ご父兄の中には、「子供がどうも目が悪いらしい・・・いったい、いつ頃から、または、どのくらいの視力から、メガネをかけさせればいいのだろう」とお悩みの方がおられるようです。「あまり小さなうちはかわいそう」「メガネをかけたらドンドン目が悪くなるって聞いた・・・」などなど。
まず、小学1年生でも(幼児でも)メガネをかけなければいけない場合があります。これは、弱視(視力が育っていない)や一部の斜視(片目が内や外を見ている)の治療が目的のものです。治療の時期に限りがあり、タイミングを逃すと治らなくなりますので注意が必要です。この時、周囲の人の協力を得るために、同居家族または担任の先生と眼科医との連携が必要なこともあります。
次に、視力がA,A(両目1.0以上)でもメガネをかけることがあります。中度以上の遠視がある場合で、遠くは1.0と良く見えていても、近くが見えにくいことがあるからです。特に低学年の子供は、自分から「近くが見えにくい」と訴えることは少ないので、親の日頃の注意が大切です。本を読む時に、“目を細めている”とか“集中できないよう”などで見つかることがあります。

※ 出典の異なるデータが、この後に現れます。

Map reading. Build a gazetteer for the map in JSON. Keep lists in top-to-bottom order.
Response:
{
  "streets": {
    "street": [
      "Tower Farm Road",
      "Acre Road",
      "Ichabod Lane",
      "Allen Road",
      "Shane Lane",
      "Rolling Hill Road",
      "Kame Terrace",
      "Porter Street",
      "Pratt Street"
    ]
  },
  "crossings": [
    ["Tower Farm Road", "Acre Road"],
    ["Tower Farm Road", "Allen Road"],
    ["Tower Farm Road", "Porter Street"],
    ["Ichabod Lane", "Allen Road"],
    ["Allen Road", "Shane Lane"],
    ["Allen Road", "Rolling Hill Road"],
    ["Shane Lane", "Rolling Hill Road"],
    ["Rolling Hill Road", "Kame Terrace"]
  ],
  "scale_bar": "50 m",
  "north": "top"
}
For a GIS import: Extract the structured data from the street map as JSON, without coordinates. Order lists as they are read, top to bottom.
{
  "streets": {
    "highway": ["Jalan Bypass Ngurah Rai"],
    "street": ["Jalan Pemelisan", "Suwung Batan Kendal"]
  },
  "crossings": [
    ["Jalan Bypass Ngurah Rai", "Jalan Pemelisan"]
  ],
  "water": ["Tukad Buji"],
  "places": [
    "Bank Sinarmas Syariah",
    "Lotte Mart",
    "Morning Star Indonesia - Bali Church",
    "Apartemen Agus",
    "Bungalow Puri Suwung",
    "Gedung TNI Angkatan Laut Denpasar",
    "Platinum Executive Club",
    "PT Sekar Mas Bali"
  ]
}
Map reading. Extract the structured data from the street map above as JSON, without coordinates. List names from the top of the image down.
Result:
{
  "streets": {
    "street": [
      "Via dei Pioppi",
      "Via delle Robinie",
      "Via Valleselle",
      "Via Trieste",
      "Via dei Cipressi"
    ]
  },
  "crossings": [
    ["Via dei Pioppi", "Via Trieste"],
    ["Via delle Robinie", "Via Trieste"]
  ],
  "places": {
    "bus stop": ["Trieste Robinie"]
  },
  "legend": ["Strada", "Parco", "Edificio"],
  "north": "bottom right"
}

上記以外の場合は、“不便ならメガネをかける”ということになります。しかし、「子供がメガネは要らない、と言うからまだ必要ない」ということではありません。かけたくない理由が、「恥ずかしいから」とか「カッコ悪いから」ということもあるからです。また、メガネをかけ始める目安として、“黒板の文字が見えにくくなったら”というのがありますが、これも十分なわけではありません。もちろん黒板の字が見えにくいようでは勉強が遅れてしまいますので、それまでにメガネを作ることは必要ですが、子供それぞれの個性や行動範囲・環境に応じて考えてあげる必要があると思います。メガネをかけることで、もっと野球が(もっとピアノが)うまいかも知れない。星に興味を持つかも知れないし、景色に感動するかも知れません。小学校時代の可能性や感受性は大切にしてあげたいものです。また、危険にもっとすばやく対応できるかも知れませんね。
そもそも、近視の子は近くは見えており、その見える範囲で生活できているので、それほどメガネの必要性を感じないこともあるようです。こうゆう子供の中には、眼科の外来で初めて矯正(レンズを使った)視力検査をして、遠くが良く見えることにビックリするケースもみられます。
学校の視力検査でチェックされたら、まず信頼のおける眼科で矯正視力検査を受け、できればメガネ装用(試しかけ)をし、遠くまで良く見える状態を一度体験した上で、子供それぞれの事情をよく医師と相談して、メガネをかける時期を決めるのがよいのではないでしょうか。場合によっては、“塾や大きな教室用”とか“映画・コンサート・スポーツ観戦用”など、必要な時だけかけるメガネを作ることもあります。この場合でも、正しいメガネを正しく使う限りにおいて、メガネによって目が悪くなることはないと思われます。